◆ Task instructions ◆
Report, as a bare number, how many lines of the material below contain the word "interface".

◆ Task inputs ◆
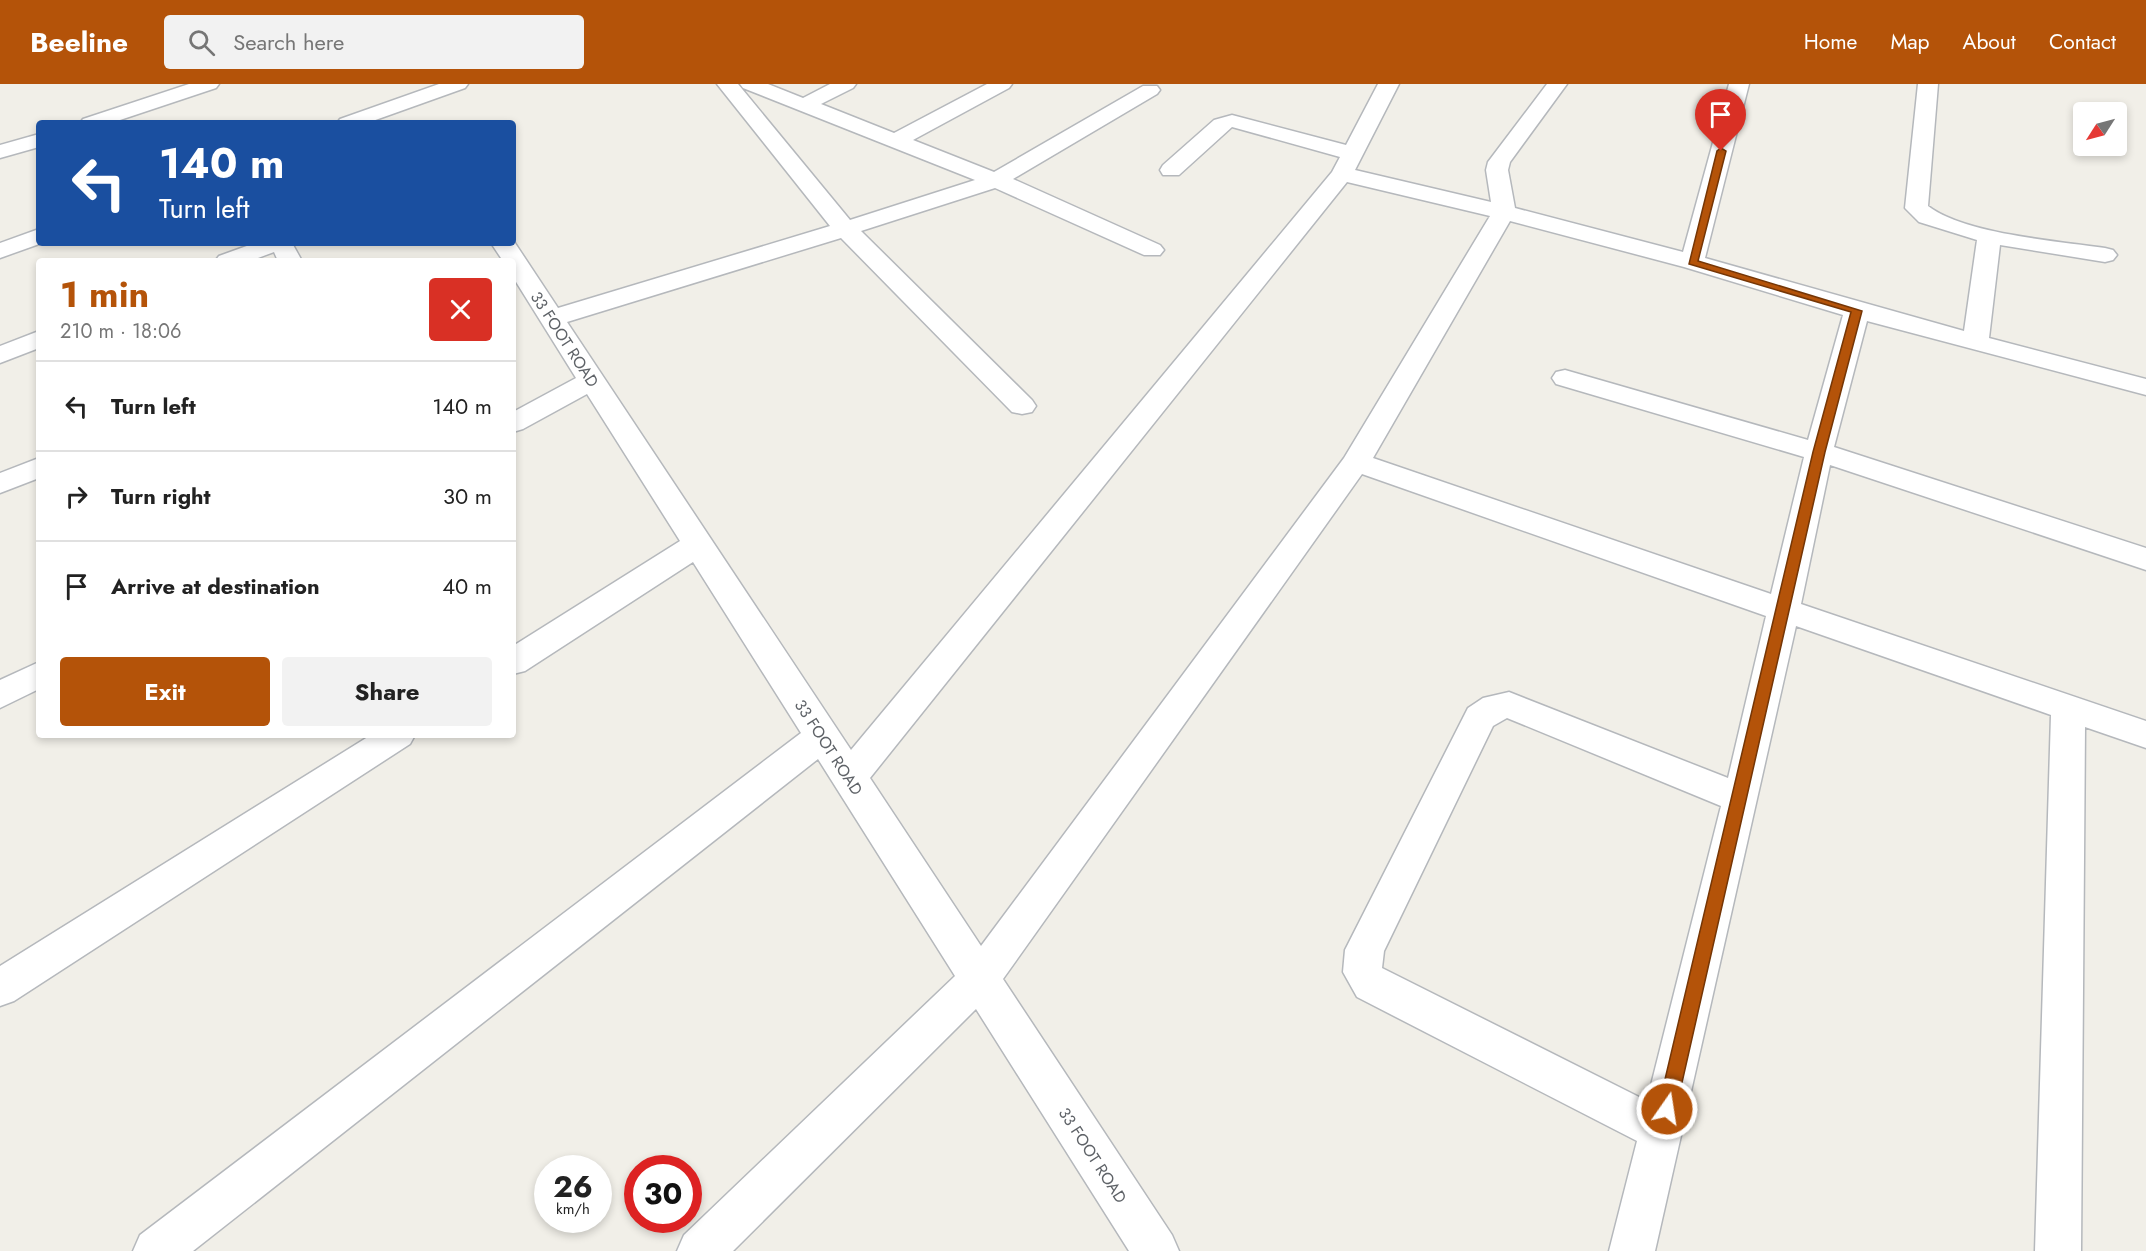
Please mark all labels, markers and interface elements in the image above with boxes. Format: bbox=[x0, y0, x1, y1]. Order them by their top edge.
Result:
search box bbox=[164, 15, 584, 69]
text: Beeline bbox=[30, 22, 128, 63]
icon: search bbox=[185, 26, 218, 59]
text: Search here bbox=[233, 26, 344, 58]
text: Home bbox=[1804, 27, 1857, 57]
text: Map bbox=[1890, 27, 1930, 57]
text: About bbox=[1963, 27, 2016, 57]
text: Contact bbox=[2049, 27, 2116, 57]
pin bbox=[1695, 89, 1746, 151]
icon: arrive bbox=[1704, 98, 1737, 131]
north arrow bbox=[2073, 102, 2127, 156]
map controls bbox=[2073, 102, 2127, 156]
text: 140 m bbox=[159, 133, 285, 194]
icon: left bbox=[60, 144, 138, 222]
text: Turn left bbox=[159, 189, 249, 228]
text: 1 min bbox=[60, 268, 149, 320]
button: close bbox=[429, 278, 492, 341]
street label: 33 FOOT ROAD bbox=[525, 287, 604, 392]
text: 210 m · 18:06 bbox=[60, 317, 181, 346]
icon: left bbox=[60, 390, 93, 423]
text: Turn left bbox=[111, 390, 196, 422]
text: 140 m bbox=[432, 390, 492, 422]
icon: right bbox=[60, 480, 93, 513]
text: Turn right bbox=[111, 480, 211, 512]
text: 30 m bbox=[443, 480, 492, 512]
icon: arrive bbox=[60, 570, 93, 603]
text: Arrive at destination bbox=[111, 570, 320, 602]
text: 40 m bbox=[442, 570, 492, 602]
button: Exit bbox=[60, 657, 270, 726]
button: Share bbox=[282, 657, 492, 726]
street label: 33 FOOT ROAD bbox=[789, 695, 868, 800]
position arrow bbox=[1635, 1077, 1699, 1141]
street label: 33 FOOT ROAD bbox=[1053, 1103, 1132, 1208]
speed limit sign: 30 bbox=[624, 1155, 702, 1233]
text: 26 bbox=[553, 1165, 593, 1208]
text: km/h bbox=[556, 1198, 590, 1220]

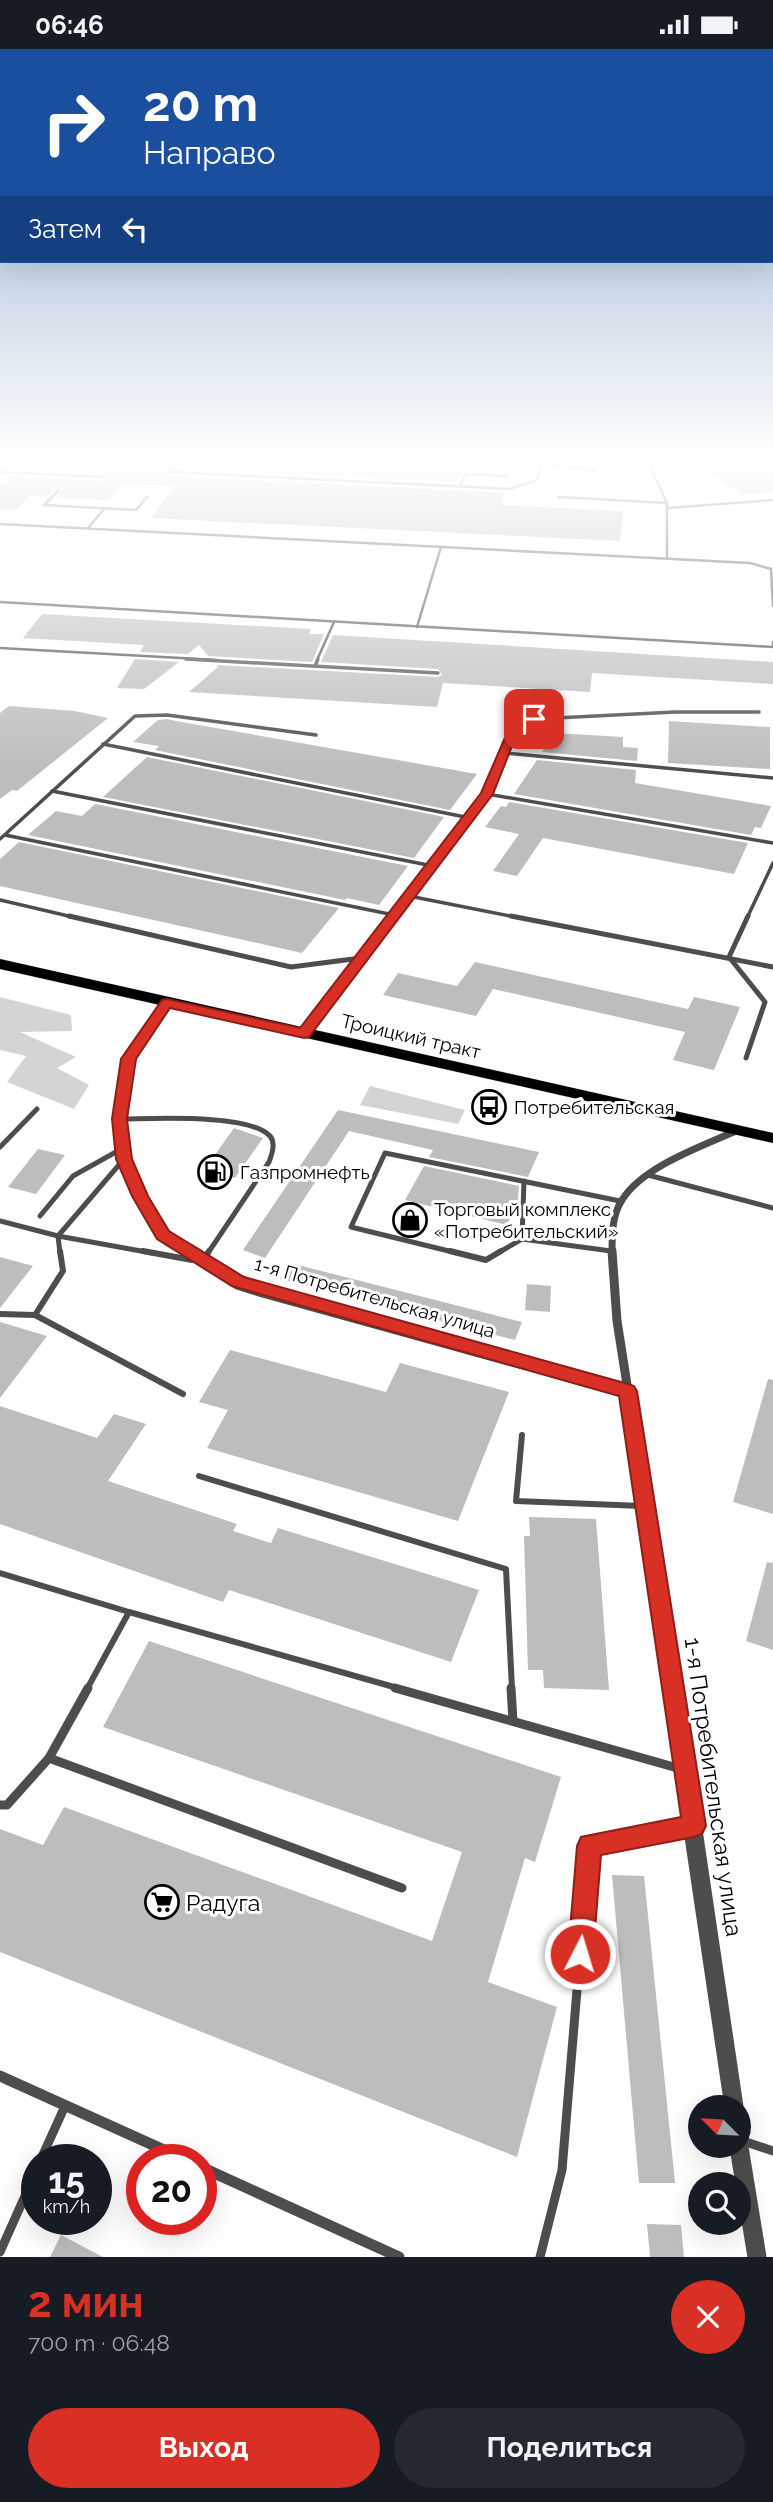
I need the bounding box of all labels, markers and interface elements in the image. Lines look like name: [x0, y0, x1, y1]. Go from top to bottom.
text: 06:46: [35, 10, 104, 40]
text: 20 m: [143, 75, 258, 132]
icon: right: [28, 77, 119, 168]
text: Направо: [143, 134, 275, 171]
icon: left: [116, 210, 154, 248]
text: Затем: [28, 214, 102, 244]
pin: [504, 689, 564, 749]
icon: arrive: [515, 700, 553, 738]
street label: Троицкий тракт: [339, 1009, 483, 1063]
bus stop icon: Потребительская: [470, 1088, 508, 1126]
place label: Потребительская: [514, 1096, 674, 1118]
fuel station icon: Газпромнефть: [196, 1153, 234, 1191]
place label: Газпромнефть: [240, 1161, 370, 1183]
place label: Торговый комплекс «Потребительский»: [434, 1198, 619, 1242]
shop icon: Торговый комплекс «Потребительский»: [391, 1201, 429, 1239]
street label: 1-я Потребительская улица: [252, 1252, 498, 1342]
street label: 1-я Потребительская улица: [680, 1636, 748, 1938]
supermarket icon: Радуга: [143, 1883, 181, 1921]
place label: Радуга: [186, 1889, 260, 1916]
position arrow: [543, 1917, 617, 1991]
north arrow: [688, 2095, 751, 2158]
map controls: [688, 2095, 751, 2235]
speed limit sign: 20: [126, 2144, 217, 2235]
text: 15: [48, 2160, 85, 2201]
button: search: [688, 2172, 751, 2235]
text: km/h: [43, 2196, 90, 2217]
text: 2 мин: [28, 2278, 144, 2327]
button: close: [671, 2280, 745, 2354]
text: 700 m · 06:48: [28, 2329, 170, 2356]
button: Выход: [28, 2408, 380, 2488]
button: Поделиться: [394, 2408, 745, 2488]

◆ Expected answer ◆
2